Department of Veterinary Physiology and Pharmacology, College of Veterinary Medicine and Biomedical Sciences, Texas A&M University, College Station, TX, USA.
Department of Veterinary Pathobiology, College of Veterinary Medicine and Biomedical Sciences, Texas A&M University, College Station, and the Texas A&M Institute of Genome Sciences, TX, USA.
Reprod Toxicol. 2019 Aug;87:42-49. doi: 10.1016/j.reprotox.2019.05.053. Epub 2019 May 9.

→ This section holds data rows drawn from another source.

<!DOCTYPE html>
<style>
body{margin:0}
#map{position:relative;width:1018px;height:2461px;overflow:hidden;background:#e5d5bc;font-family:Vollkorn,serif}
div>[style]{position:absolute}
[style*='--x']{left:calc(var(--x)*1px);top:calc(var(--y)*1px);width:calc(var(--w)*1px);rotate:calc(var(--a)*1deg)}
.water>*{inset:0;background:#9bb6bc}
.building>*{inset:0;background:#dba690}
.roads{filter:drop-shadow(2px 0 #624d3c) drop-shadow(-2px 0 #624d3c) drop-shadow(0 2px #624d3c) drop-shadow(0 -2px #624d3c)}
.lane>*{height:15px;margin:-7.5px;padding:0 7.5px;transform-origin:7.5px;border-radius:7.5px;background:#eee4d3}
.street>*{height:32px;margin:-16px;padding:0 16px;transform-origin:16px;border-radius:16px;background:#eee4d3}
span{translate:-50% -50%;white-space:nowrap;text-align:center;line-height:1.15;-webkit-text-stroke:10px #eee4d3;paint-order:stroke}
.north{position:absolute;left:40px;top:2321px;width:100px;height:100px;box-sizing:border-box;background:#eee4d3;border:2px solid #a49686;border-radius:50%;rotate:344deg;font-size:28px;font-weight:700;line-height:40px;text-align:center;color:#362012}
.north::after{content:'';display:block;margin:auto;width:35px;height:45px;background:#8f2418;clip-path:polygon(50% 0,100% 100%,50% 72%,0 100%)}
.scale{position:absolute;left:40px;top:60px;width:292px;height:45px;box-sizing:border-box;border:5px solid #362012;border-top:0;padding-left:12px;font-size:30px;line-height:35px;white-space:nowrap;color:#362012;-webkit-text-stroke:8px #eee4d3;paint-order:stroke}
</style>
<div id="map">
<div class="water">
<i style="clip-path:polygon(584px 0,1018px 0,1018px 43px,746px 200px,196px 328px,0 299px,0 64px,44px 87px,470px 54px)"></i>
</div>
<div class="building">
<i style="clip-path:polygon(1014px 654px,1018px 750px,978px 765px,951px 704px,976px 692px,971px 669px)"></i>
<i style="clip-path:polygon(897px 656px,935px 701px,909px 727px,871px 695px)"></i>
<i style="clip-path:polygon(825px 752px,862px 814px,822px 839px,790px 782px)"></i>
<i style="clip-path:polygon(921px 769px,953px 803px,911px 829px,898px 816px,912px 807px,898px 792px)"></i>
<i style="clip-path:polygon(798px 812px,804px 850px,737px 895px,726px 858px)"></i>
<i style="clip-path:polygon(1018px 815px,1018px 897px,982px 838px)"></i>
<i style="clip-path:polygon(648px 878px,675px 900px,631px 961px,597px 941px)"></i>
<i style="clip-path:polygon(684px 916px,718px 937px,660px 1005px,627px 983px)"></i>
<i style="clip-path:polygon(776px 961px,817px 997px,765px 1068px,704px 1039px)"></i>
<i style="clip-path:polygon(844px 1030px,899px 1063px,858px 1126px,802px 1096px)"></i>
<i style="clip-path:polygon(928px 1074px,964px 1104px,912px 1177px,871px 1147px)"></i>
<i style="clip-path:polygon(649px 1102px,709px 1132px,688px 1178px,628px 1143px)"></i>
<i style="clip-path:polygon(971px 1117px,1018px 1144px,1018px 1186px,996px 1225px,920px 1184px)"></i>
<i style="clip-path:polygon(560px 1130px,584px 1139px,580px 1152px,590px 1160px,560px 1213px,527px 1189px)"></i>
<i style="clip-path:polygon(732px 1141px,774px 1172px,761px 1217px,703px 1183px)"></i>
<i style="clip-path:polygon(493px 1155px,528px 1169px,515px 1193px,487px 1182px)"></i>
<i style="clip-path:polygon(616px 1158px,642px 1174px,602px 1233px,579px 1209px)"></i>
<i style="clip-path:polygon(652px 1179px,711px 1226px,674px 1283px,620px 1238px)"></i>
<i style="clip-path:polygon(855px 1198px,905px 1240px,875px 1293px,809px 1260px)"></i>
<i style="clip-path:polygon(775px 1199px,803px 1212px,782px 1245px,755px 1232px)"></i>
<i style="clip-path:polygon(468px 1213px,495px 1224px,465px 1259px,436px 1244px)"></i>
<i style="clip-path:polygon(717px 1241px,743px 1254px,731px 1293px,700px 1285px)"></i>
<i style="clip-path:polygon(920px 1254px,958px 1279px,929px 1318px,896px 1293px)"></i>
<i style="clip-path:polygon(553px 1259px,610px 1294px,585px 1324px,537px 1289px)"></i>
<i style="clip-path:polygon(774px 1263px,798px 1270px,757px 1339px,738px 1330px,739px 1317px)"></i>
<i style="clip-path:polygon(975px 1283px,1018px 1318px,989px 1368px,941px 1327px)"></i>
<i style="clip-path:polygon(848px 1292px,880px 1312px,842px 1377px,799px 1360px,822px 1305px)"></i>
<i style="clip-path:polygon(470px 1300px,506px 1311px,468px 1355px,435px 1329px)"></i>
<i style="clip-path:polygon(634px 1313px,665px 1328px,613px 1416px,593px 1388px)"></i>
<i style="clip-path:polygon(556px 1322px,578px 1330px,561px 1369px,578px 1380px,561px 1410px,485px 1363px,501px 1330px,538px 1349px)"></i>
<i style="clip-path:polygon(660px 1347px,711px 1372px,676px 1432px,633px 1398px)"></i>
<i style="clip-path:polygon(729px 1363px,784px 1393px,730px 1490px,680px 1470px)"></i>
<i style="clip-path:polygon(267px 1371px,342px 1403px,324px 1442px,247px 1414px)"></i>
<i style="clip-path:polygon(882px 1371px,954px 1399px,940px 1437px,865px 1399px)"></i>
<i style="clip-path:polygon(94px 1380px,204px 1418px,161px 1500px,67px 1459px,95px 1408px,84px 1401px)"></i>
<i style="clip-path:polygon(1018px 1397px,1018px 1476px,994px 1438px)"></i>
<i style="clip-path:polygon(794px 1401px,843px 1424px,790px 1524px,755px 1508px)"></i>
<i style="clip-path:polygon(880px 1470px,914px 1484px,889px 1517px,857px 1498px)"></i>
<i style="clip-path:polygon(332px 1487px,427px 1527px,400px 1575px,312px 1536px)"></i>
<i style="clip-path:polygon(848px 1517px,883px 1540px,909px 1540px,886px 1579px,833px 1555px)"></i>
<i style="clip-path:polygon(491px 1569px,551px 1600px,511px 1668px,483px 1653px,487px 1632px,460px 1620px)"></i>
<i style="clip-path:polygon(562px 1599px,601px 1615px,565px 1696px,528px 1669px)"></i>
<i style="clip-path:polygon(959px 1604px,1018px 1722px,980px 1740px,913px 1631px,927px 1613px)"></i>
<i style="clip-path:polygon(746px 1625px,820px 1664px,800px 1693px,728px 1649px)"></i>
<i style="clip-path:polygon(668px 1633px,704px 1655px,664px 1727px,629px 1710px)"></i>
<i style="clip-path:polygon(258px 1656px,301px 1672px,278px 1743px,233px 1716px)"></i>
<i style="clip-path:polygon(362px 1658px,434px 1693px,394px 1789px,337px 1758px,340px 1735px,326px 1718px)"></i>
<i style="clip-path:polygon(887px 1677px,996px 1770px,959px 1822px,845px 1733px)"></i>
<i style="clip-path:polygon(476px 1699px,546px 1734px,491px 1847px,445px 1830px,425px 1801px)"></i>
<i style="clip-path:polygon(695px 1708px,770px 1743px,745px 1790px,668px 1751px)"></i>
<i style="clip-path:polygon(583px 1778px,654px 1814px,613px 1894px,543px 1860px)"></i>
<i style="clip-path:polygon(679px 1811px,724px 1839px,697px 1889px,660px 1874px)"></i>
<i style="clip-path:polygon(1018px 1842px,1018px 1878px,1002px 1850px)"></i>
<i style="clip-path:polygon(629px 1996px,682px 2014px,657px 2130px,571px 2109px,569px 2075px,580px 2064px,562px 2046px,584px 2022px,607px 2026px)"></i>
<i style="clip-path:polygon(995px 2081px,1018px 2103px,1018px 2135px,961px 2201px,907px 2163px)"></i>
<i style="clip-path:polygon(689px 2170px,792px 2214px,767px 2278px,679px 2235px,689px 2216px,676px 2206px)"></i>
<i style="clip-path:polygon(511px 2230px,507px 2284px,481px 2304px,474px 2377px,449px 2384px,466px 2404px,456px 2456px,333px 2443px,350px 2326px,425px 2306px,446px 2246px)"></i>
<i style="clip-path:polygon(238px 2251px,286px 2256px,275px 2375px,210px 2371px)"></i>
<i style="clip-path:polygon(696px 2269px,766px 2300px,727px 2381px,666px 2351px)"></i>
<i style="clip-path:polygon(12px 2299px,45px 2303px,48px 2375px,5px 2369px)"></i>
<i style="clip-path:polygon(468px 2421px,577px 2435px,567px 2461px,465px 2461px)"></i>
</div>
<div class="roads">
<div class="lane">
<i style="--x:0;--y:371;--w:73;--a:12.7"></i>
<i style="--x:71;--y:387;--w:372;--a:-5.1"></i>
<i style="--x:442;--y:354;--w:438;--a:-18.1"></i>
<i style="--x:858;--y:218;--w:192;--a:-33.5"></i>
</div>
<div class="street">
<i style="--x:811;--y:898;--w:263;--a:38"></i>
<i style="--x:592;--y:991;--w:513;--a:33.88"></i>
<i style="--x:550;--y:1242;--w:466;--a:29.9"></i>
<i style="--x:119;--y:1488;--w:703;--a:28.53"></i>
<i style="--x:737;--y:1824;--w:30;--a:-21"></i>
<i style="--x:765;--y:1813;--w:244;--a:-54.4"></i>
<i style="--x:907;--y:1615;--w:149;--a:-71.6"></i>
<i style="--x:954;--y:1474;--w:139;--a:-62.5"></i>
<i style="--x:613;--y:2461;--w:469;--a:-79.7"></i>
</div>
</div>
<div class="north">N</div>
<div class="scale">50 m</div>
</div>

Binge alcohol exposure during pregnancy results in diminished vessel function and altered proteome in the maternal uterine artery. We aimed to utilize high throughput RNA-seq deep-sequencing to characterize specific effects of binge alcohol exposure during pregnancy on the uterine artery transcriptome, and gain insight into mechanisms underlying alcohol-mediated uterine artery dysfunction. Pregnant Sprague-Dawley rats assigned to Pair-Fed Control or Alcohol groups, received a once-daily orogastric gavage in a binge paradigm. RNA-sequencing using Illumina NextSeq 500, identified 13,941 genes; 40 significantly altered genes were altered by log(fold change) > 2; 27 genes were upregulated and 13 were downregulated in the Alcohol group. Transcripts altered included those which encode for aldehyde dehydrogenases, matrix metalloproteases, and molecules vital for vasodilation and vascular remodeling. Biological pathways that were disproportionally altered by alcohol were proline and citrulline biosynthesis/metabolism. Disruption of these pathways suggests candidate mechanism(s) for alcohol-mediated impairments to the proteome and vascular function.
孕期 binge 饮酒会导致母体子宫动脉的血管功能下降和蛋白质组改变。我们旨在利用高通量 RNA-seq 深度测序来描述孕期 binge 饮酒对子宫动脉转录组的特定影响,并深入了解酒精介导的子宫动脉功能障碍的机制。将怀孕的 Sprague-Dawley 大鼠分配到配对喂养对照组或酒精组,每天接受一次经口灌胃的 binge 范式。使用 Illumina NextSeq 500 进行 RNA-seq 测序,鉴定出 13941 个基因;酒精组中有 40 个基因的表达发生了显著改变,其对数(fold change)>2;27 个基因上调,13 个基因下调。改变的转录本包括编码醛脱氢酶、基质金属蛋白酶和对血管舒张和血管重塑至关重要的分子的基因。受酒精不成比例改变的生物学途径是脯氨酸和瓜氨酸的生物合成/代谢。这些途径的破坏表明了酒精介导的对蛋白质组和血管功能损伤的候选机制。